__PROBLEM DESCRIPTION__
Look through the material that follows and show every line with the string "column".
○ ○ ○ ○ ○ ○ ○
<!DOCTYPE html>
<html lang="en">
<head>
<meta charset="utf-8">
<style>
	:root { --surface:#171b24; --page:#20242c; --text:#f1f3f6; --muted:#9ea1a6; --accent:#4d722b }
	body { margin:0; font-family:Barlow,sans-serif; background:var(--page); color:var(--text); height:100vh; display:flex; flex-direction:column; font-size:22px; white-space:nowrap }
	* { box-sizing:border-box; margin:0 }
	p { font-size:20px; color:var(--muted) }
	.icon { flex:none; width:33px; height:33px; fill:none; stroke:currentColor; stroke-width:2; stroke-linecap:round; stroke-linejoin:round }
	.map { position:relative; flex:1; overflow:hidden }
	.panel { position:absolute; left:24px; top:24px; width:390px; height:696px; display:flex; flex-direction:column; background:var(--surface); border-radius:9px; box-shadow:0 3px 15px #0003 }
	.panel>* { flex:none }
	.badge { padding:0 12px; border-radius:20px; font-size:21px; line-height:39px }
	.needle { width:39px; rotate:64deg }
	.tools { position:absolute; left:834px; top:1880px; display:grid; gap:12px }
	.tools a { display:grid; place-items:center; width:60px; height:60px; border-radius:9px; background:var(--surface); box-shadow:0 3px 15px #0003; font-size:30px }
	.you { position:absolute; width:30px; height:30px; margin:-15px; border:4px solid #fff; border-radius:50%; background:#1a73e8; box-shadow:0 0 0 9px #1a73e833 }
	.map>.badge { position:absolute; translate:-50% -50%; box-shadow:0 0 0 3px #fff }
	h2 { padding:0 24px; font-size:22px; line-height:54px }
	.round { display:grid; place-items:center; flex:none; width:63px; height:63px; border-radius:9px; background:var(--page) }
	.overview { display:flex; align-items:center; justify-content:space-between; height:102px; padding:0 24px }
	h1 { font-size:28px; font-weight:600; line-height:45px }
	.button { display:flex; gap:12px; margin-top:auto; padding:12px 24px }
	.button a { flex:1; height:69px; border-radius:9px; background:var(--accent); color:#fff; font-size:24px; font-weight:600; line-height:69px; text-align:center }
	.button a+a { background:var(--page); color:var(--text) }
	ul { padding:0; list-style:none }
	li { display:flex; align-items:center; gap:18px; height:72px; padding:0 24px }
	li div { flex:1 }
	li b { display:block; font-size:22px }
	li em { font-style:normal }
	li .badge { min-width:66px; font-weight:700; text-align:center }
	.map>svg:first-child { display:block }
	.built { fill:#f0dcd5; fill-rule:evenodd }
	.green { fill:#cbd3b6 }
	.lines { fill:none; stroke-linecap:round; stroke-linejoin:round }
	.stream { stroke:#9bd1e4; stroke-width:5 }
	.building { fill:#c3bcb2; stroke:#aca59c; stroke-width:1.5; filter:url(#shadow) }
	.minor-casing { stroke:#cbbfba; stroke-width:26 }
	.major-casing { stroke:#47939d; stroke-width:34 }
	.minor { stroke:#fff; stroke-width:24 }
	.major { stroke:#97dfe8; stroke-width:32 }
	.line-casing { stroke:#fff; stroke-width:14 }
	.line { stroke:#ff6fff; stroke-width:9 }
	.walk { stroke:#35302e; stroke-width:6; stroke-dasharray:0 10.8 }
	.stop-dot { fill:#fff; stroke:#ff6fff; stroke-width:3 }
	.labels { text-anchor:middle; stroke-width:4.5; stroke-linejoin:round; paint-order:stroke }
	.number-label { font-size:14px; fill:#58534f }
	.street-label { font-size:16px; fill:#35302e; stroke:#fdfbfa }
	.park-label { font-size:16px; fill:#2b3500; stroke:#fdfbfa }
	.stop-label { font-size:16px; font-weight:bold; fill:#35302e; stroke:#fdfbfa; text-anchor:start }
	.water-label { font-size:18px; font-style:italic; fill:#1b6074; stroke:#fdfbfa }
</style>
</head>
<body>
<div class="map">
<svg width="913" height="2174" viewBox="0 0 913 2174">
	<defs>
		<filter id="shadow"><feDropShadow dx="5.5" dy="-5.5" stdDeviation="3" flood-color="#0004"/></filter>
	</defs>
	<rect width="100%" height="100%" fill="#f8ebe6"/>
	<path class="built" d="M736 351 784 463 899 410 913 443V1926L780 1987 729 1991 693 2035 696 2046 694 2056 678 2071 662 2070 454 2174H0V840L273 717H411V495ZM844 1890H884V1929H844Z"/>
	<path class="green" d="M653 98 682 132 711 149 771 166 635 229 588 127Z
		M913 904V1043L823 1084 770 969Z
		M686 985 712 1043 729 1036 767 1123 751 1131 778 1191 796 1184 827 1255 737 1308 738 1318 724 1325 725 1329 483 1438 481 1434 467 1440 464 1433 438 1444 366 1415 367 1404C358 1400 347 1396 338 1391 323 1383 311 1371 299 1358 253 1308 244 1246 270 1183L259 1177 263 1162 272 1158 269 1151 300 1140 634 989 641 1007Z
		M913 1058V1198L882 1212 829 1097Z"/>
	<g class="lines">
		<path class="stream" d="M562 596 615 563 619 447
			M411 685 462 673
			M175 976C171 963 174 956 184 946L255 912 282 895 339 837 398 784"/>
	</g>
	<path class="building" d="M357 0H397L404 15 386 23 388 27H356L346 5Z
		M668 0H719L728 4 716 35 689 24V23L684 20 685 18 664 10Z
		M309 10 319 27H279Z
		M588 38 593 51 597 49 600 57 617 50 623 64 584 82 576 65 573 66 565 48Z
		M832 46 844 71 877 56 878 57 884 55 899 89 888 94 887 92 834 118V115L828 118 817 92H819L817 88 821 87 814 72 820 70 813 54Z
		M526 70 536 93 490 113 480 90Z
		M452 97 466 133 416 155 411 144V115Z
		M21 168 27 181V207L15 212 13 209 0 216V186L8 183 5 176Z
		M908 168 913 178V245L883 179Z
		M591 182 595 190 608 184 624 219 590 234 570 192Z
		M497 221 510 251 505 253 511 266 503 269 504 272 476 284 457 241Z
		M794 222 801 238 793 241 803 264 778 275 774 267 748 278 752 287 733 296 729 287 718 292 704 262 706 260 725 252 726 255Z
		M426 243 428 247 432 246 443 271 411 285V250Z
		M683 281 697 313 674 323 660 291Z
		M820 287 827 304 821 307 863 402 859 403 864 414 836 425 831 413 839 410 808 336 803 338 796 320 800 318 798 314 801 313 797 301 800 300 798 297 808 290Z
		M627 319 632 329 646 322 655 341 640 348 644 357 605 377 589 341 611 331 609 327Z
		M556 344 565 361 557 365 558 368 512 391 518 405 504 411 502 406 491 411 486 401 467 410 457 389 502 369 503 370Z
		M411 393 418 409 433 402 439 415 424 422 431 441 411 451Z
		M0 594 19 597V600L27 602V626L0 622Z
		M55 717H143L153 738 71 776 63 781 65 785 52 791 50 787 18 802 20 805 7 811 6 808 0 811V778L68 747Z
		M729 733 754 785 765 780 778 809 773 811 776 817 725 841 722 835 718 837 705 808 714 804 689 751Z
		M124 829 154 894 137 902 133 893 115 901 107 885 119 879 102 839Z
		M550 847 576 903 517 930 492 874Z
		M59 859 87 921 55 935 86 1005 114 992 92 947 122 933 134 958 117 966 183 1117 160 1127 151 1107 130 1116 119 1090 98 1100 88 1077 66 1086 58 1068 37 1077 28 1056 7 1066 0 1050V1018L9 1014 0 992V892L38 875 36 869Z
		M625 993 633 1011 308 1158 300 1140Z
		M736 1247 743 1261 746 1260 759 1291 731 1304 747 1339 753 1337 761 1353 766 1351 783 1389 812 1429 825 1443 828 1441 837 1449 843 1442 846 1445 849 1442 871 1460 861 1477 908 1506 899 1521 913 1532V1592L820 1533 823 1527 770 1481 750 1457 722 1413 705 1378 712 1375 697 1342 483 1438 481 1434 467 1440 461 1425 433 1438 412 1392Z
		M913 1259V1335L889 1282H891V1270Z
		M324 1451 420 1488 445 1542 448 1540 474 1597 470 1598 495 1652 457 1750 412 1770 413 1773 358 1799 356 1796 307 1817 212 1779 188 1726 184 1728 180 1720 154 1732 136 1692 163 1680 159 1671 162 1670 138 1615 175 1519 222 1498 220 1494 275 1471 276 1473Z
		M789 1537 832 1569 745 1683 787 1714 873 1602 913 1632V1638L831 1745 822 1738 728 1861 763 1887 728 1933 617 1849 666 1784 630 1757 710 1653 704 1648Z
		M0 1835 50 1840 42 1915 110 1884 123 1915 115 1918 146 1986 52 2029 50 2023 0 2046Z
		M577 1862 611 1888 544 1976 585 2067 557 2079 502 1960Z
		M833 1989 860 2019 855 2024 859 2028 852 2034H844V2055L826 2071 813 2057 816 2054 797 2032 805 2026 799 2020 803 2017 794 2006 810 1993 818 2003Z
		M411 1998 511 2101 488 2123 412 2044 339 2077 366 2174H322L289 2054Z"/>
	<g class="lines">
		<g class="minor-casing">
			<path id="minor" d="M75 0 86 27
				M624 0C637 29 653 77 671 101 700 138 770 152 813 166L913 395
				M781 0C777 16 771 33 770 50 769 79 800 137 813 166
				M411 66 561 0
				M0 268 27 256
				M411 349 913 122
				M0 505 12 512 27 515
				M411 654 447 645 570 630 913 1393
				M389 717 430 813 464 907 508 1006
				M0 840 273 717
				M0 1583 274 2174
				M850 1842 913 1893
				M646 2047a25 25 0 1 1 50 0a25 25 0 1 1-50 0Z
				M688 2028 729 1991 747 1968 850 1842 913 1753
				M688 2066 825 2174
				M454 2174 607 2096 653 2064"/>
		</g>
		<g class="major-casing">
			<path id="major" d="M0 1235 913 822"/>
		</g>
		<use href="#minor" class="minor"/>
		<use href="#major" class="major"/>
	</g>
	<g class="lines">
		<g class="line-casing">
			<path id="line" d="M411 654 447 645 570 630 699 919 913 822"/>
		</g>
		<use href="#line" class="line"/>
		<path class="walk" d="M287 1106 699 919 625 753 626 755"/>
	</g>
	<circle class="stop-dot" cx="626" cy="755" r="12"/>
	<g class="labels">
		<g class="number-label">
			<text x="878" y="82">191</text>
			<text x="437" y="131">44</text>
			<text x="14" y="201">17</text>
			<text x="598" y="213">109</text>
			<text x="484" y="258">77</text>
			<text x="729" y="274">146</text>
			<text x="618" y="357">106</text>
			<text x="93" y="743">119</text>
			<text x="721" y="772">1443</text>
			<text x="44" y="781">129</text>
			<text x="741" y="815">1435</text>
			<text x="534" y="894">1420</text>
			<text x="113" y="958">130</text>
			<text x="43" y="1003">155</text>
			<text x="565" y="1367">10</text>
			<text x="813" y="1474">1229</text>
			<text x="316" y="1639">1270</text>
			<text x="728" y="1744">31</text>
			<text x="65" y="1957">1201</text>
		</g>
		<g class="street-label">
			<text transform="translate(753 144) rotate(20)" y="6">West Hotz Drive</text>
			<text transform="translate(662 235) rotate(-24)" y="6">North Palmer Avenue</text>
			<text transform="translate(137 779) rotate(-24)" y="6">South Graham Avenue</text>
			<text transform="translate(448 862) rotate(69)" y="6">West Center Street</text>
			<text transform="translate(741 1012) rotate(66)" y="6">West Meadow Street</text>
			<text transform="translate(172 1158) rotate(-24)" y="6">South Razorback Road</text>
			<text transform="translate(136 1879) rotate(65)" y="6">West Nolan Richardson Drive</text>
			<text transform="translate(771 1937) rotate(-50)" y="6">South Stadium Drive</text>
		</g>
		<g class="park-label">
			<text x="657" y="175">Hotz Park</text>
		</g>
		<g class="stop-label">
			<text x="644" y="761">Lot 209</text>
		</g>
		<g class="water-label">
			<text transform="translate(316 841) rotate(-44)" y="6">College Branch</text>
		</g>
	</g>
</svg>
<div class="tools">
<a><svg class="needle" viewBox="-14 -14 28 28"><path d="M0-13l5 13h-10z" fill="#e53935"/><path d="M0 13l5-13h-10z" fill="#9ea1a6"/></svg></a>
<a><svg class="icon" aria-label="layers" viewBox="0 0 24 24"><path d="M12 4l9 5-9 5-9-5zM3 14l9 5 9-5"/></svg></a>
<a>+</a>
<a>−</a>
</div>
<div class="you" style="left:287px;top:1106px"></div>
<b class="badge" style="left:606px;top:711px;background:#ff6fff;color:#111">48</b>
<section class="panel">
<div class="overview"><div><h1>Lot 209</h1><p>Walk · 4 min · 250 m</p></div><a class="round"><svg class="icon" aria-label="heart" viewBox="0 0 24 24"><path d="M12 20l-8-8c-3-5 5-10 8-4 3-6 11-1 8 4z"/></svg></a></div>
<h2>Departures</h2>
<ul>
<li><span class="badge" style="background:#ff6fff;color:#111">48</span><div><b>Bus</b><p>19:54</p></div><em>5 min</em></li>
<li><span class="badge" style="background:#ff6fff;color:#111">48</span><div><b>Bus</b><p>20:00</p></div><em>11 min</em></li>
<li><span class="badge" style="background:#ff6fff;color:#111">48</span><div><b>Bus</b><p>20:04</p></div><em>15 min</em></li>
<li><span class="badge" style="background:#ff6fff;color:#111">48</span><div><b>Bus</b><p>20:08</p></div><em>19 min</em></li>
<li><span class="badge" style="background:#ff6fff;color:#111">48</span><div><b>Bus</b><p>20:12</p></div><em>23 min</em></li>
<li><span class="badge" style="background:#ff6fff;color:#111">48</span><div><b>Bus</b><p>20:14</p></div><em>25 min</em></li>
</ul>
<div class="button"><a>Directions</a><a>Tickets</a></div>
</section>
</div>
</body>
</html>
○ ○ ○ ○ ○ ○ ○
__FINAL ANSWER__
	body { margin:0; font-family:Barlow,sans-serif; background:var(--page); color:var(--text); height:100vh; display:flex; flex-direction:column; font-size:22px; white-space:nowrap }
	.panel { position:absolute; left:24px; top:24px; width:390px; height:696px; display:flex; flex-direction:column; background:var(--surface); border-radius:9px; box-shadow:0 3px 15px #0003 }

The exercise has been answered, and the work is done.